Thread overview
stacktrace for InvalidMemoryOperationError
Jul 11, 2017
crimaniak
Jul 15, 2017
Joakim
Jul 17, 2017
crimaniak
July 11, 2017
Hi!

I have vibe.d application and long-standing error in it.
For the current moment, I have logs for stdout, stderr, and additional log to write exceptions I catch. This error gives me only the short line in stderr log:

core.exception.InvalidMemoryOperationError@src/core/exception.d(696): Invalid memory operation
----------------

Also, I use registerMemoryErrorHandler(); (see http://vibed.org/docs#handling-segmentation-faults )

What else can I do to have the stack trace for this error?

I can't debug it because I don't have it on my developer's machine.
July 15, 2017
On Tuesday, 11 July 2017 at 01:34:08 UTC, crimaniak wrote:
> Hi!
>
> I have vibe.d application and long-standing error in it.
> For the current moment, I have logs for stdout, stderr, and additional log to write exceptions I catch. This error gives me only the short line in stderr log:
>
> core.exception.InvalidMemoryOperationError@src/core/exception.d(696): Invalid memory operation
> ----------------
>
> Also, I use registerMemoryErrorHandler(); (see http://vibed.org/docs#handling-segmentation-faults )
>
> What else can I do to have the stack trace for this error?
>
> I can't debug it because I don't have it on my developer's machine.

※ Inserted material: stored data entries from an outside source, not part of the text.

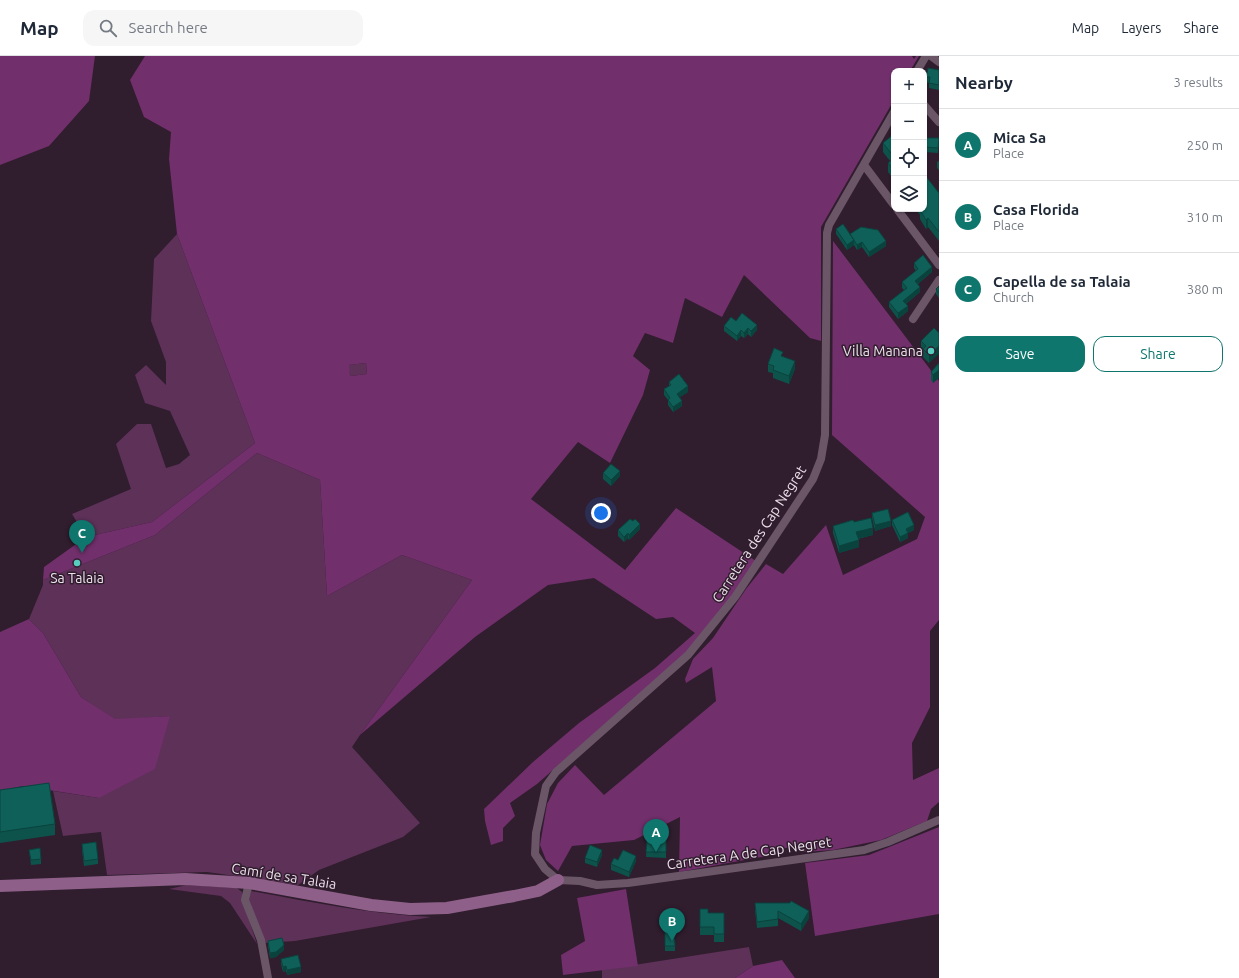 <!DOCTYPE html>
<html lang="en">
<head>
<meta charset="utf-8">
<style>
  :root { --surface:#fff; --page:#f6f6f7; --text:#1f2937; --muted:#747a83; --line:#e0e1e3; --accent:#0f766e }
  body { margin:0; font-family:Ubuntu,sans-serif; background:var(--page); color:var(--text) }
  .controls { position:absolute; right:12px; top:12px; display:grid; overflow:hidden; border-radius:8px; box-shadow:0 1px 3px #0004 }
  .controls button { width:36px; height:36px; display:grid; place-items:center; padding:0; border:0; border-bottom:1px solid var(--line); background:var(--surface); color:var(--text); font:20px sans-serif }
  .you { position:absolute; left:601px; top:457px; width:14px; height:14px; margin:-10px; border:3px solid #fff; border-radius:50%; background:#1a73e8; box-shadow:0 0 0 6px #1a73e833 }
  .badge { display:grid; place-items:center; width:26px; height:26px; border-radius:50%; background:var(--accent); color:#fff; font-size:13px; font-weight:700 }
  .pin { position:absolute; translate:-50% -33px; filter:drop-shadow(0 1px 2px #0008) }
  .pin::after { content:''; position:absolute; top:21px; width:14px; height:12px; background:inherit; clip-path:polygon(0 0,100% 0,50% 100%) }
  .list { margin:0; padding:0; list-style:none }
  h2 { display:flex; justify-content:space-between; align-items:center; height:52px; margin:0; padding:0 16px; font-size:17px }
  h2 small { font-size:13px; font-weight:400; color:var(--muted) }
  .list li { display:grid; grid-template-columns:26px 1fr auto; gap:12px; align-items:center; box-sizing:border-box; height:72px; padding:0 16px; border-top:1px solid var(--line) }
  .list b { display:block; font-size:15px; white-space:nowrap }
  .list p { margin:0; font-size:13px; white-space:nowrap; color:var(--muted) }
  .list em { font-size:13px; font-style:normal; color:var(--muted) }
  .actions { display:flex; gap:8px; padding:12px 16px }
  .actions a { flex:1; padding:9px 0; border:1px solid var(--accent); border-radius:12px; text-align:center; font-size:14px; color:var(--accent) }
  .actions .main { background:var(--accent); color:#fff }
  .icon { flex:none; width:22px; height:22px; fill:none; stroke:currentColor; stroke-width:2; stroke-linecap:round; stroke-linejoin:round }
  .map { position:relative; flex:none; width:939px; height:922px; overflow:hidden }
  header { display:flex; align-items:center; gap:24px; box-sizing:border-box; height:56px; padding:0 20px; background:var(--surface); border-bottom:1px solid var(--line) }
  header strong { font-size:19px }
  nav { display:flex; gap:22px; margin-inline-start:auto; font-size:14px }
  .search { width:280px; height:36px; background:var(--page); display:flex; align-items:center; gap:10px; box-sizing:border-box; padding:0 14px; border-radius:12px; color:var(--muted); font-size:15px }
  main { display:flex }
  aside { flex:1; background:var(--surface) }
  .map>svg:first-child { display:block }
</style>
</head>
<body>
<header>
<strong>Map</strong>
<div class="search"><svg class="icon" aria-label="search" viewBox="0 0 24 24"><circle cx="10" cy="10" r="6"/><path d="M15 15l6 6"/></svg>Search here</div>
<nav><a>Map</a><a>Layers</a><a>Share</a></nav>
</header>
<main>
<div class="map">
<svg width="939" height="922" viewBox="0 0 939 922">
  <rect width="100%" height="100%" fill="#301d2e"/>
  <path fill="#5d3158" d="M177 178 255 387 152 466 86 481 72 458 131 433 116 388 137 368H151L166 412 179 408 190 399 170 355 145 347 135 319 146 309 166 329V306L151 265 154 203Z
    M366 307 367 318 350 320 348 309Z
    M257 397 320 424 327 540 402 499 472 524 360 679 352 691 420 767 403 781 319 814 298 829 207 816 107 819 101 776 63 780 53 735 99 742 170 660 115 664 81 641 43 577 29 563 43 529V524L155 479Z
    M187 829 237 832 242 836 245 852 257 888 230 847 221 840 169 833Z
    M251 835C310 846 370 858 431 861L295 885 264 887 249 844Z
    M749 891 753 910 735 922H602V914Z"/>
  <path fill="#712f6b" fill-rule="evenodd" d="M0 0H95L89 45 49 90 0 109Z
    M145 0H912L914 3 916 0H919L910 15H894V44L821 171V285L810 282 744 219 722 261 685 242 673 287 645 277 633 300 650 314 643 339 610 407 578 386 531 443 625 514 676 452 756 505 722 554 687 596 537 728 510 747 515 760 503 772V785L491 789 485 765 484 753 533 706 579 667 655 612 695 577 673 561 656 563 594 522 548 529 475 581 360 679 472 524 402 499 327 540 320 424 257 397 155 479 43 524 44 511 86 481 152 466 255 387 177 178 169 103 171 76 144 61 130 24ZM366 307 367 318 350 320 349 309Z
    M833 185 939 325V564L930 575V651L912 687 913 724 939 712V746L931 753 927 765 881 784 833 794 804 796 803 790 769 794 767 800 679 816 680 761 634 784 572 790 558 815 546 804 540 789 547 748 558 727 575 709 604 739 716 645 712 611 686 627 685 623 693 603 713 582 746 533 766 508 783 518 826 469 843 519 917 483 925 461 832 379Z
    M29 563 43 577 81 641 115 663 170 660 155 713 99 742 23 730 0 735V576Z
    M939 771V858L815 880 805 807 869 799Z
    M626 833 638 910 563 919 561 899 585 885 577 842Z
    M782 904 795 922H735L753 910Z"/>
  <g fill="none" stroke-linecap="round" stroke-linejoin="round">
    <path stroke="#6b5668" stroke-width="8" d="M931 0 939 6
      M917 15 926 0
      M924 49 939 66
      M894 56 829 169 827 177 825 379 821 403 813 423 735 541 688 599 556 716 546 730 536 777 535 798 545 813 558 824 580 825 597 829 628 827 864 794 888 786 939 764
      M864 109 894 149
      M897 153 939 209
      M913 263 939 224
      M249 827 245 844 261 884 268 922"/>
    <path stroke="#8e6089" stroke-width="12" d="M0 830 185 823 249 827 371 849 410 853 447 852 514 840 538 835 558 824"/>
  </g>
  <path fill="#0d534c" d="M939 14V34L929 32V27L926 26V21Z
    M894 78V124L888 116V107L890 105 883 96V87Z
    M925 82H939L938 97 924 96Z
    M939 105V114L937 112V106Z
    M939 137V185L928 171 926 173 920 163V159L915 153H924Z
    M836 173 850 179 886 190 869 201 862 191 857 194 854 189 847 194 836 178Z
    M914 207 932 216 918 228 920 236 906 248 908 255 898 263 889 251V246L904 234 902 232V226L916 215 914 212Z
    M939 230V242L936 238V233Z
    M736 265 757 274 751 281 748 278 744 282 741 280 737 285 724 275V270Z
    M934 272 929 307 923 301V295L921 292V285Z
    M783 300 795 313 789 328 773 322V317L768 316V308Z
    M939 307 933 327 931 324V316Z
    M669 326 688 336 680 341 682 350 673 356 668 349V344L664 339V333L669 330Z
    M603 417 620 420 611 430 603 423Z
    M872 457 891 470 875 475 872 462Z
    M892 464 914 474 908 477V482L900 486 892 469Z
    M854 466 873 479 858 483 859 491 839 497 833 477V470Z
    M640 473 629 484 628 482 624 486 618 480V474Z
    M0 734 55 768V779L0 787Z
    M666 783V802L646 801 647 785H658Z
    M82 788 98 803V808L84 810 82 794Z
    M29 794 41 803V808L31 809Z
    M602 799 597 811 585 807V802Z
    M618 804 636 805 629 821 611 814V808Z
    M755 847 809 862 801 875 778 862V870L757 872 755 854Z
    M700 853 708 857H724V886H714V879H700Z
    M665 873 675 890V895H665Z
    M268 885 284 894 276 901 270 902 268 890Z
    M281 903 301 916 287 919 286 915 283 916 281 908Z"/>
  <path fill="#0a433e" d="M928 162V171L926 173V164Z
    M854 184V189L847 194V189Z
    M886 185V190L869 201V196Z
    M862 186V191L857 194V189Z
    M932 211V216L915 230V225Z
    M920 231V236L903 250V245Z
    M908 250V255L898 263V257Z
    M757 269V274L751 281V275Z
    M748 272V278L744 282V277Z
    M741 274V280L737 285V280Z
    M939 290V298L929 307V299Z
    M795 305V313L789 328V320Z
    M939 314V322L933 327V319Z
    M688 330V336L677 343V338Z
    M682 345V350L673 356V351Z
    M620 415V420L611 430V424Z
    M891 465V470L875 475V469Z
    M640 468V473L629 484V479Z
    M914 469V474L908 477V482L900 486V481L906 473Z
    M873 472V479L856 483V476Z
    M628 477V482L624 486V481Z
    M859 484V491L839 497V490Z
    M602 794V799L597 811V806Z
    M636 800V805L629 821V816Z
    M809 855V862L801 875V868Z
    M284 889V894L276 901 270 902V897Z
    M286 910V915L283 916V911Z
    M301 911V916L287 919V914Z"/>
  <path fill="#0f6058" stroke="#0a433e" d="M928 12 939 14V29L929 27 930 21H926Z
    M894 78V101L883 87Z
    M925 82H939L938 92 924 91Z
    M894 102V115L888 107Z
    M924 118 939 137V176L928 162 926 164 920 154 921 153H924Z
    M843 168 854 184 847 189 836 173Z
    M861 171 878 174 886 185 869 196 862 186 857 189 850 178Z
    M923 199 932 211 915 225 920 231 903 245 908 250 898 257 889 246 907 232 902 226 918 213 914 207Z
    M939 230V237L936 233Z
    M742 257 757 269 751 275 748 272 744 277 741 274 737 280 724 270 731 261 736 265Z
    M934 272 939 277V290L929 299 923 293 926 290 921 285Z
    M774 292 783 296 781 300 795 305 789 320 773 314 774 310 768 308Z
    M939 307V314L933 319 931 316Z
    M679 318 688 330 677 338 682 345 673 351 668 344 670 342 664 333 671 329 669 326Z
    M611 408 620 415 611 424 603 417Z
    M888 453 891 465 875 469 872 457Z
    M908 456 914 469 906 473 908 477 900 481 892 464Z
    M871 462 873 472 856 476 859 484 839 490 833 470 853 464 854 466Z
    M630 463 633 465 635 463 640 468 629 479 628 477 624 481 618 474Z
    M49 727 55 768 0 776V734Z
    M658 782 666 783V796H646L647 785H658Z
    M96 786 98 803 84 805 82 788Z
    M590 789 602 794 597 806 585 802Z
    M40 792 41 803 31 804 29 794Z
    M623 794 636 800 629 816 611 808 614 802 618 804Z
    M791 845 809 855 801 868 778 855V863L757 866 755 847H790Z
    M700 853H708V857H724V878H714V871H700Z
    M665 873H674L675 890H665Z
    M282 882 284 889 276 896 270 897 268 885Z
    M298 899 301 911 287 914 286 910 283 911 281 903Z"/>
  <g fill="#58cec0" stroke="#301d2e" stroke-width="1.5">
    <circle cx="931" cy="295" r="4"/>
    <circle cx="77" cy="507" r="4"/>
  </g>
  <g text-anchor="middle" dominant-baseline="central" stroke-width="3" stroke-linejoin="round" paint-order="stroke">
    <g font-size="14" fill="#ede0eb" stroke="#301d2e" text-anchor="end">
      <text x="923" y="295">Villa Manana</text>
      <text x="77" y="522" text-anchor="middle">Sa Talaia</text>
    </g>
    <g font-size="14" fill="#ede0eb" stroke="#301d2e">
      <text transform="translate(759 478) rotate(-57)">Carretera des Cap Negret</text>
      <text transform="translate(749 797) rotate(-8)">Carretera A de Cap Negret</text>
      <text transform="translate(284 820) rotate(9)">Camí de sa Talaia</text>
    </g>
  </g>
</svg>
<div class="controls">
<button>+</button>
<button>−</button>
<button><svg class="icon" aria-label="locate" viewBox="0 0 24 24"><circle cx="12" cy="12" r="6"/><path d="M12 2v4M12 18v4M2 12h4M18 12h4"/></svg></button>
<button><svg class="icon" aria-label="layers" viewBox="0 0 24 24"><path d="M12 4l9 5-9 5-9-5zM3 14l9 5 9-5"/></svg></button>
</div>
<div class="you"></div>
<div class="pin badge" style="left:656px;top:796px">A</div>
<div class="pin badge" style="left:672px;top:885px">B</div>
<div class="pin badge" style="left:82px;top:497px">C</div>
</div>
<aside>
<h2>Nearby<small>3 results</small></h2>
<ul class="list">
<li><span class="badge">A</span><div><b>Mica Sa</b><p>Place</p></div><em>250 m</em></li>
<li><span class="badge">B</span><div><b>Casa Florida</b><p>Place</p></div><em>310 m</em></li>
<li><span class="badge">C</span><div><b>Capella de sa Talaia</b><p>Church</p></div><em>380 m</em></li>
</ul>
<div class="actions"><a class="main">Save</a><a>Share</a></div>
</aside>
</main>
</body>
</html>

See the wiki page about this:

https://wiki.dlang.org/InvalidMemoryOperationError

If you can't do all that, look for places you might be allocating in a destructor.  The recent GC allocation flag -vgc might help:

https://dlang.org/blog/2017/06/16/life-in-the-fast-lane/
July 17, 2017
On Saturday, 15 July 2017 at 18:14:13 UTC, Joakim wrote:
>> core.exception.InvalidMemoryOperationError@src/core/exception.d(696): Invalid memory operation
...
> See the wiki page about this:
>
> https://wiki.dlang.org/InvalidMemoryOperationError
>
> If you can't do all that, look for places you might be allocating in a destructor.  The recent GC allocation flag -vgc might help:
>
> https://dlang.org/blog/2017/06/16/life-in-the-fast-lane/

Yes, I found it already and make documentation proposition about https://issues.dlang.org/show_bug.cgi?id=17642
Then it turned out that it was more difficult to avoid this problem than to find the cause. Yes, I have a heavy cleanup in the destructor and I can't definitely make this cleanup @nogc. So first I tried to make problematic object instances RefCounted. In my case, it means change ClientController[string] to RefCounted!ClientController[string] and create an object by lib interface, not by new. I have to change ClientController from object to struct because automem can't work with the object. I hunted all extra copies of these objects and kill them all, so now I sure there are no copies except the main container. I tried different libraries from std.typecons.RefCounted to automem. And I fail to make it _really_ reference counted. It's not deleted when I delete it from the container. Every time it's collected by GC and application is dropped. So I decided that in the container itself. Obviously, the associative array does not delete the elements themselves on demand, but loses them and gives them to the garbage collector.
I didn't find any map or multimap @nogc container so I make the ugly solution: I move all destruction to method destructMe() and in ~this() now is just assert(destructMeIsCalled). And now I have to call manually destructMe() before object removing. It seems it works. I'm wondering if there is a less ugly way to have the map of reference counted objects.